I need to use both Windows and Linux. I tried to make them work alongside, but I didn't succeed.
Most Linux distribution isos don't even really work on UEFI systems booted from USB. (Not even the self-claimed cutting-edge Fedora. I also tried Linux Mint Debian Edition and Sabayon Linux (according to this guide) which did not work. Only Ubuntu worked for me.
I first installed Windows 8 which created sda1: Recovery, sda2: EFI system, sda3: msftres, sda4: NTFS Windows. Windows worked without a problem. I then created sda5: linux-swap and installed Ubuntu into sda6: btrfs. After rebooting, I was not presented GRUB2 as expected, but instead my system just booted into Ubuntu. I could no longer access Windows.

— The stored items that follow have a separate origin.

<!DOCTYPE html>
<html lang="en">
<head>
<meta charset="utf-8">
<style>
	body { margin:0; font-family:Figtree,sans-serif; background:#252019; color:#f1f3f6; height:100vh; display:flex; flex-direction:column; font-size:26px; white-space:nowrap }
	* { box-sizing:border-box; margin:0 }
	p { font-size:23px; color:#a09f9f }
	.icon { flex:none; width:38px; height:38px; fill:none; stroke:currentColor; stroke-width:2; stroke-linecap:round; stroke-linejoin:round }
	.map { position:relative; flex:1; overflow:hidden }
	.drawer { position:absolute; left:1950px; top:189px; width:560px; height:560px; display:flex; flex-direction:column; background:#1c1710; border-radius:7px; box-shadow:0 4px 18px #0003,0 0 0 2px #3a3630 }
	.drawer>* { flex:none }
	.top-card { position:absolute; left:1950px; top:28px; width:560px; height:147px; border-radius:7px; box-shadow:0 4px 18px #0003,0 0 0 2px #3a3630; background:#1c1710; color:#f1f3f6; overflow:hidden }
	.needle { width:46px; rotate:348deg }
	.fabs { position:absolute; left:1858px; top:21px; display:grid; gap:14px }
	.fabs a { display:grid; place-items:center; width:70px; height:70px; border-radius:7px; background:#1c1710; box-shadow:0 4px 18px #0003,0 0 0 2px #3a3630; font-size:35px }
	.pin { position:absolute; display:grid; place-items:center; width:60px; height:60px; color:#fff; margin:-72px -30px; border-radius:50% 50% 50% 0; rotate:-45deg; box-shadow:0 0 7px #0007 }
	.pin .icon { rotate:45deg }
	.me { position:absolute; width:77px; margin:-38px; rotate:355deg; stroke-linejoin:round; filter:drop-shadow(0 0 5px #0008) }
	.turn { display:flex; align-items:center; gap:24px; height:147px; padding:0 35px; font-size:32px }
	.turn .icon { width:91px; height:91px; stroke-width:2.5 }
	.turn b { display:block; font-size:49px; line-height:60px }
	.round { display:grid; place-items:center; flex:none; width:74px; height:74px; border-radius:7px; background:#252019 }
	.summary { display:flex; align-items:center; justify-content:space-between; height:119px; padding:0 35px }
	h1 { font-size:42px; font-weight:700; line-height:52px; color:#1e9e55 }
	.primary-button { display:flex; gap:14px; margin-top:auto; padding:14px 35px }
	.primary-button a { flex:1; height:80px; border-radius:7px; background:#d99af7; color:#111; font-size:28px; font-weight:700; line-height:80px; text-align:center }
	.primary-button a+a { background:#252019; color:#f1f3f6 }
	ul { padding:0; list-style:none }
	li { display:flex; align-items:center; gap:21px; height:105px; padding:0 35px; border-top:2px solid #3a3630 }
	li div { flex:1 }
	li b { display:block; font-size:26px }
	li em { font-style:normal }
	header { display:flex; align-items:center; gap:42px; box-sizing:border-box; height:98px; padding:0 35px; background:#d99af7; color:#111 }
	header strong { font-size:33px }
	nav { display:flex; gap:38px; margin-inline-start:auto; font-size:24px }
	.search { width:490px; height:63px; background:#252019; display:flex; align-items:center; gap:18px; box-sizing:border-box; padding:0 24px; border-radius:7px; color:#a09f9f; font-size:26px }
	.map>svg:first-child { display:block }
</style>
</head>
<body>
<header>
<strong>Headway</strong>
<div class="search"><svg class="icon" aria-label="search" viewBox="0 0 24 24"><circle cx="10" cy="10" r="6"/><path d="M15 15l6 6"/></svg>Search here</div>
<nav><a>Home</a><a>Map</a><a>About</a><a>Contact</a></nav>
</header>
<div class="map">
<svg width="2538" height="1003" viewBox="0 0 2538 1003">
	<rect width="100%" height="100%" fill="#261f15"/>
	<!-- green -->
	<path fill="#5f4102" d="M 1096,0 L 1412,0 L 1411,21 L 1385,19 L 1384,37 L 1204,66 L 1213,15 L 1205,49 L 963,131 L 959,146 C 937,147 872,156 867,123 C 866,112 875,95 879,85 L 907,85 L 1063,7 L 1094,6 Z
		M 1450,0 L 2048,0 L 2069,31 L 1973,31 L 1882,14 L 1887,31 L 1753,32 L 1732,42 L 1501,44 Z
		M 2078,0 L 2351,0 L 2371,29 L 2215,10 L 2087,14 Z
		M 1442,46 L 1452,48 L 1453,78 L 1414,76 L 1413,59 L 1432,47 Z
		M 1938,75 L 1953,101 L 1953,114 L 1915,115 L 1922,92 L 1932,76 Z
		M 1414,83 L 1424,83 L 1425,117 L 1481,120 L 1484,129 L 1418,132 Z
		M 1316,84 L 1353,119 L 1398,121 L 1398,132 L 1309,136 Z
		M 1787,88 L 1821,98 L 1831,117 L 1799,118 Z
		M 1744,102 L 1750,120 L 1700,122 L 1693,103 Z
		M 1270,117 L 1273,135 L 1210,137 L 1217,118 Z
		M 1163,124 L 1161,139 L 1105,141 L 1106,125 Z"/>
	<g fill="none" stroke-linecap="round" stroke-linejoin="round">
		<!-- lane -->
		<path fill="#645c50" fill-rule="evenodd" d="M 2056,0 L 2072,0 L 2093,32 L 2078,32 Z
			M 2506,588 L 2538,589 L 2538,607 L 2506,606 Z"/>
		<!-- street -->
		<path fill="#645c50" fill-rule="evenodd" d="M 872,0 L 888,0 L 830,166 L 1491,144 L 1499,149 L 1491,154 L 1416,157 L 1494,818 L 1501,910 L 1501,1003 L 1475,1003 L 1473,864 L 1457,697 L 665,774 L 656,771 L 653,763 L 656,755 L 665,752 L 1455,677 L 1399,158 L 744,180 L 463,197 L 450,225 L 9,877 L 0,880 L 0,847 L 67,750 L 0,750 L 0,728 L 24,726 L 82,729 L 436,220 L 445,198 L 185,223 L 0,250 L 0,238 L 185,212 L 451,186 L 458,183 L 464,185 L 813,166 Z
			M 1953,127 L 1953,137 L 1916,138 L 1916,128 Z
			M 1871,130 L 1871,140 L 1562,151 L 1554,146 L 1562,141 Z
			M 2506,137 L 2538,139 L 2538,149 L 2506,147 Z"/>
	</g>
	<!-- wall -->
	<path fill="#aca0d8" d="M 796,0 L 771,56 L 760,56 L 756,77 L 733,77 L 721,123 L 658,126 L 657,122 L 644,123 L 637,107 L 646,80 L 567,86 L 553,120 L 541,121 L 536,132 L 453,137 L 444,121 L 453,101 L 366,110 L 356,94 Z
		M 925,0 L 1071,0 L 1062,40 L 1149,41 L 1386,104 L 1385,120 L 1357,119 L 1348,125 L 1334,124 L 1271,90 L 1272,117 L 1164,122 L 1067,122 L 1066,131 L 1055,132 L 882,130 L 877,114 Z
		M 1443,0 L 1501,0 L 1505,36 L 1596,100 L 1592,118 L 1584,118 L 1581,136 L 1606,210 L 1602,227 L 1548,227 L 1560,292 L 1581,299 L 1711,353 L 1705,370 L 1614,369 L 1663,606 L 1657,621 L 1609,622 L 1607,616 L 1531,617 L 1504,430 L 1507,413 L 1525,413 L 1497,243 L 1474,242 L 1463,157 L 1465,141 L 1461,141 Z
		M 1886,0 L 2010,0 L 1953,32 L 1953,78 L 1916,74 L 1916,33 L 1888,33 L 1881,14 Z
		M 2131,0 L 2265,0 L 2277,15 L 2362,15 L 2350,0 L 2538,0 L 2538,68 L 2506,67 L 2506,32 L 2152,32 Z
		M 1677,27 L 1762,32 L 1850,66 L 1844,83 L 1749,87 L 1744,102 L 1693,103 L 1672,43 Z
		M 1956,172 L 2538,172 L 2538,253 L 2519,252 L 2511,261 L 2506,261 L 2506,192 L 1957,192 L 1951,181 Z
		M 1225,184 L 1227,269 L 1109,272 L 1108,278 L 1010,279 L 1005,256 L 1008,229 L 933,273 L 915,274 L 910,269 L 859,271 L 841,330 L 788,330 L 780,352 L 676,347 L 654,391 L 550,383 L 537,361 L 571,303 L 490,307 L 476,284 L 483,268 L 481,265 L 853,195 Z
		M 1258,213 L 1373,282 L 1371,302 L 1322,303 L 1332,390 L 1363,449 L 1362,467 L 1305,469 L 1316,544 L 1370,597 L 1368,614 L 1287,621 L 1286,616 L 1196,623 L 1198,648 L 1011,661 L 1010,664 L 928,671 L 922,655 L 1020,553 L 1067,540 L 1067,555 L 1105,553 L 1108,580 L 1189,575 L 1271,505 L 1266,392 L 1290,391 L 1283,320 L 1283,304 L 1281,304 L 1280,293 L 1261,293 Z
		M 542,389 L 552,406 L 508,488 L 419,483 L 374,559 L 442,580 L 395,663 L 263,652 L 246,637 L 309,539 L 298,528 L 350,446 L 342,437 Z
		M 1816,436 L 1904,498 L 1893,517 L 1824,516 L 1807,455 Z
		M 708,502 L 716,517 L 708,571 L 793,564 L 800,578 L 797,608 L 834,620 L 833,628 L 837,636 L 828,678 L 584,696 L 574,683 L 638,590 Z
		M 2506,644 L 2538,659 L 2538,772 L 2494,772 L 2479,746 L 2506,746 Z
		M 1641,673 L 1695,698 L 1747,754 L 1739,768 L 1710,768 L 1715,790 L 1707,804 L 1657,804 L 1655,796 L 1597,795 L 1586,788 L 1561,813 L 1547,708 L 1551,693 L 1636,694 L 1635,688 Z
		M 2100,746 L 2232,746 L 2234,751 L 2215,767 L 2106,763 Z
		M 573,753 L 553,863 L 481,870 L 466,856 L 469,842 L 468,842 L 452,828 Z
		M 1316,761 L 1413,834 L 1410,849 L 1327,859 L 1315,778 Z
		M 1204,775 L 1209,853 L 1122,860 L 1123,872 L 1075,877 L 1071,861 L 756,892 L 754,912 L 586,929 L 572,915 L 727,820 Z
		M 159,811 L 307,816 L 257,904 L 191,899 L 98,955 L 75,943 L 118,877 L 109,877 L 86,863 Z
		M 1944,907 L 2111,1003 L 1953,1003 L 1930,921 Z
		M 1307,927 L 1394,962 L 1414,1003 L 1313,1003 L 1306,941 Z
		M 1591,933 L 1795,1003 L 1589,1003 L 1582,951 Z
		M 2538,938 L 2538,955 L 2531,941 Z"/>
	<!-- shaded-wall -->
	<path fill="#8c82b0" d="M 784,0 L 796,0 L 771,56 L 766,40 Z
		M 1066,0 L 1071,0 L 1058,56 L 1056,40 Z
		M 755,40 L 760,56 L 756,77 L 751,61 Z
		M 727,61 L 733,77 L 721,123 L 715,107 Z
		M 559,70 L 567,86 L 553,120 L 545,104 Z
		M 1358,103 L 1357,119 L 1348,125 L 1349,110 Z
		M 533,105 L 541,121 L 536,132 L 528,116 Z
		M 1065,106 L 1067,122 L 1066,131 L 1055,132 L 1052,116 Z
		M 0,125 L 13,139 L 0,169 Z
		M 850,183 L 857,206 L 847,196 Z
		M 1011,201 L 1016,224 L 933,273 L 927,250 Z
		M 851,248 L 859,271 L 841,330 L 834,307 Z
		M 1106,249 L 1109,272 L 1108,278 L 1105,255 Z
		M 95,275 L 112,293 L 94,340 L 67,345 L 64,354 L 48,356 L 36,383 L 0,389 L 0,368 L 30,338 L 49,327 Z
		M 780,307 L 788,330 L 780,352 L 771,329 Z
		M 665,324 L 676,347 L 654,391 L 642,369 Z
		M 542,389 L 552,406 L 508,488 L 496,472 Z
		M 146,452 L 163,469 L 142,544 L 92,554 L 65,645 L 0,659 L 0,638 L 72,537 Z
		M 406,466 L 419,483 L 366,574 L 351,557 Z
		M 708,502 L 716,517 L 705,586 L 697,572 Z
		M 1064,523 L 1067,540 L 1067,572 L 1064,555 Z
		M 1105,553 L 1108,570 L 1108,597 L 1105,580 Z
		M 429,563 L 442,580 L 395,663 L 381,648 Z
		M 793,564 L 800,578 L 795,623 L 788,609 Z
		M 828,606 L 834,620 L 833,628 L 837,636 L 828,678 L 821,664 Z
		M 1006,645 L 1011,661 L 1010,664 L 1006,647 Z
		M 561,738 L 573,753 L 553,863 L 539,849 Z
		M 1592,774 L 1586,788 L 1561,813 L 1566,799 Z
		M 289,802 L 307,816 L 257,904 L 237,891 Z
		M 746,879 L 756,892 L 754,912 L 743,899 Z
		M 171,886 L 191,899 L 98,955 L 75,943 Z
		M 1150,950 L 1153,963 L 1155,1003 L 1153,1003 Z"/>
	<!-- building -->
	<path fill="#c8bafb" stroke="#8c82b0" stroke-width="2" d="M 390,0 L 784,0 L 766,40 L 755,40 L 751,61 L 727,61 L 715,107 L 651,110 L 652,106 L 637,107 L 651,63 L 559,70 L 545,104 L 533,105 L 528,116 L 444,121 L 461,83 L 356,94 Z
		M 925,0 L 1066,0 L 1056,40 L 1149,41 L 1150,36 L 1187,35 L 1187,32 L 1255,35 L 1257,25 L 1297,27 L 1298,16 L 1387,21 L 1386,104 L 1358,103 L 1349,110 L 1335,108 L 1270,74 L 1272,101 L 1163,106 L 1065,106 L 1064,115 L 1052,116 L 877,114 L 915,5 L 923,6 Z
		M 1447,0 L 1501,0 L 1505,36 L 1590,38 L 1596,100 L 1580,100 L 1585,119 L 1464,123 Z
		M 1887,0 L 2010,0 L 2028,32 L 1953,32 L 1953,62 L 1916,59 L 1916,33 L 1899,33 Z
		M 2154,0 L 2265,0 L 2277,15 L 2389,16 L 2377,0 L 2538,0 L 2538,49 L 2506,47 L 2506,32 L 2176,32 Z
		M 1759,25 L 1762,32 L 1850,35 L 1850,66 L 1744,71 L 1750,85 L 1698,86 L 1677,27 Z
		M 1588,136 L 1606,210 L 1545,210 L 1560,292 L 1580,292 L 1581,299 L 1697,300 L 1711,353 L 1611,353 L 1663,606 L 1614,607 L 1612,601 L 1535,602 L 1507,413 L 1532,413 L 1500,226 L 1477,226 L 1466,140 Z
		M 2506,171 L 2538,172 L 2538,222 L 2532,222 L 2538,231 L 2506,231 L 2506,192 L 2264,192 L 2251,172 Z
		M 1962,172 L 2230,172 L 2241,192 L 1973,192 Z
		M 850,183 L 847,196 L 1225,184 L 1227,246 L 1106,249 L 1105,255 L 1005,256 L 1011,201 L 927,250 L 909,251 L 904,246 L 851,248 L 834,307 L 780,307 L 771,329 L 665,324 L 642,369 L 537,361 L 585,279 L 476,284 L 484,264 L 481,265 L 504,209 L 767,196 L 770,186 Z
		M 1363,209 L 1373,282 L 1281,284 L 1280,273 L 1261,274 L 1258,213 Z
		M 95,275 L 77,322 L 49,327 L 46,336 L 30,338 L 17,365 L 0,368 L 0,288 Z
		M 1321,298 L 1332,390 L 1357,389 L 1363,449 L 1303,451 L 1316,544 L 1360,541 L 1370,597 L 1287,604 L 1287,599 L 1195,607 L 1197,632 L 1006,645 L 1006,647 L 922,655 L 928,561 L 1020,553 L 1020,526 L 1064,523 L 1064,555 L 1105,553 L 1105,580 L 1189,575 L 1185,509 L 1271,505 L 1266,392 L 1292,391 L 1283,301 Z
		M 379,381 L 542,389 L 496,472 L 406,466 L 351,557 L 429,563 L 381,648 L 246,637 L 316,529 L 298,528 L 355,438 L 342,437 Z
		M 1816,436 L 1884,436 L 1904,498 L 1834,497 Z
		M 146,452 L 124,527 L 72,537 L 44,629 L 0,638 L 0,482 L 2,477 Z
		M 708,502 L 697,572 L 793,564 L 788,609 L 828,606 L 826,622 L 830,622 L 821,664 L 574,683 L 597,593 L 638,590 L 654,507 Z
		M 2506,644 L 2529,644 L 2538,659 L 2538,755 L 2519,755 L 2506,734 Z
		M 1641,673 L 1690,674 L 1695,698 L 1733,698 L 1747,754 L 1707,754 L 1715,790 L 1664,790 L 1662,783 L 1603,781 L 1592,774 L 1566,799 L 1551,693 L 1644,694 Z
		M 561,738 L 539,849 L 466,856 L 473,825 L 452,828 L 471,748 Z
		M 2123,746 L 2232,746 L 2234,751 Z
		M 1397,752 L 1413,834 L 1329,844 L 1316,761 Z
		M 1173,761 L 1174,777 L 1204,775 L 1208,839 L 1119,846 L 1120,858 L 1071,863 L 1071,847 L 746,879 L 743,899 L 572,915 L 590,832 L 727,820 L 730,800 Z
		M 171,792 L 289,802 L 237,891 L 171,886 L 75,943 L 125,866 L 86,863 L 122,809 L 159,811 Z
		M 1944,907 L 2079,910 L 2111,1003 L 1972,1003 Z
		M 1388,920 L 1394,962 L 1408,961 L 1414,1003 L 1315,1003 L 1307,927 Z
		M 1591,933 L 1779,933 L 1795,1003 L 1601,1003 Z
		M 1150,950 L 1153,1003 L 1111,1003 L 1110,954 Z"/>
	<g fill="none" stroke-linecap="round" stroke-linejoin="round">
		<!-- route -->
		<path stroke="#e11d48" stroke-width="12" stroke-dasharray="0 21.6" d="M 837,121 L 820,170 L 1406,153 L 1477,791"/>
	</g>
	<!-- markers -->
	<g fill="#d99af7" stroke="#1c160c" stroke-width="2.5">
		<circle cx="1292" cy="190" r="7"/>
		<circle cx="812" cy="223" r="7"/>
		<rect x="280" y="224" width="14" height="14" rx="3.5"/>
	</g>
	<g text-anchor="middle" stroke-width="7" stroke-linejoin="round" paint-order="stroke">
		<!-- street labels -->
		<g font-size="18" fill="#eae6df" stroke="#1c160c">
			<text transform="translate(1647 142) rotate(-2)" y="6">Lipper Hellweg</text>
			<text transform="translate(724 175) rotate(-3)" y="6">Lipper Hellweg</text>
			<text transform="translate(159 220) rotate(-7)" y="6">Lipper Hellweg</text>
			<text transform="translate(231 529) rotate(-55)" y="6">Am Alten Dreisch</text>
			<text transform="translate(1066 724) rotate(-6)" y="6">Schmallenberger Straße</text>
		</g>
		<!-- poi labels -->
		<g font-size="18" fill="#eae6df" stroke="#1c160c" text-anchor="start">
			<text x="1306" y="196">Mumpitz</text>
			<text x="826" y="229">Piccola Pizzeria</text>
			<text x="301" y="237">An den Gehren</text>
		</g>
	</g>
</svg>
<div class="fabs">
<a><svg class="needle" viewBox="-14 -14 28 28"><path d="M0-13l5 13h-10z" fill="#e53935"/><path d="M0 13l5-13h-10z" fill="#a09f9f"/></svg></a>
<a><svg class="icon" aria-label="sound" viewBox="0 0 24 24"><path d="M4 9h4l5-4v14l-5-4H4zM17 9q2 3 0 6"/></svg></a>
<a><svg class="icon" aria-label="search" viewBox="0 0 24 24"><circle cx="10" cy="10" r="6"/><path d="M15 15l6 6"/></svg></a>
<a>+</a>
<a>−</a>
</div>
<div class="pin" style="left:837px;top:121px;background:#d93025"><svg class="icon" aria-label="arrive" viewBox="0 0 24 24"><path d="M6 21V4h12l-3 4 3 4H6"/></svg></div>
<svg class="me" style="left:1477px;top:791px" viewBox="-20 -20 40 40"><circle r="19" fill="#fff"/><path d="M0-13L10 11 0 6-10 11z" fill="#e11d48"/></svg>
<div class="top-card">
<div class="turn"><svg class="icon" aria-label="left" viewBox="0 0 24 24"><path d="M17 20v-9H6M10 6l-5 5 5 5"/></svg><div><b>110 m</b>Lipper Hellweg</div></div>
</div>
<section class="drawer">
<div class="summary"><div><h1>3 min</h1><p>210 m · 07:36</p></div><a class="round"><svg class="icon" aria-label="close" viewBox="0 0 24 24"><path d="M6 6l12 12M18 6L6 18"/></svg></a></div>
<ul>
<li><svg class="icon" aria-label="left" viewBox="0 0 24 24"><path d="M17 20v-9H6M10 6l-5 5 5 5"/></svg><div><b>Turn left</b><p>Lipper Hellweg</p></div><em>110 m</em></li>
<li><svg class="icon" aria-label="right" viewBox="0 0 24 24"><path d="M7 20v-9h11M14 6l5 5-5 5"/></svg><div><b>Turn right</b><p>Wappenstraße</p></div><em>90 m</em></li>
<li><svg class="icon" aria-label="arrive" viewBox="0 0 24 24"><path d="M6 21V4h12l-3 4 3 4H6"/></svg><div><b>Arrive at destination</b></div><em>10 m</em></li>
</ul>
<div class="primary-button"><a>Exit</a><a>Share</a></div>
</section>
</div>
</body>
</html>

After fixing dpkg in btrfs Ubuntu, I followed the Ubuntu documentation on UEFI booting. The result left me with a broken GRUB2, but interestingly, when I wanted to select the device to boot from, I was not only presented the internal SSD, an attached USB device, or LAN, but also Grub2 (broken), Ubuntu and Windows.
The result is not very satisfying to me.
What would I have to do to fix everything? Or differently asked, what operating system should I install at what point given my possibilities and requirements, so that I have a working bootloader in my UEFI GPT system which presents me a working Linux and Windows.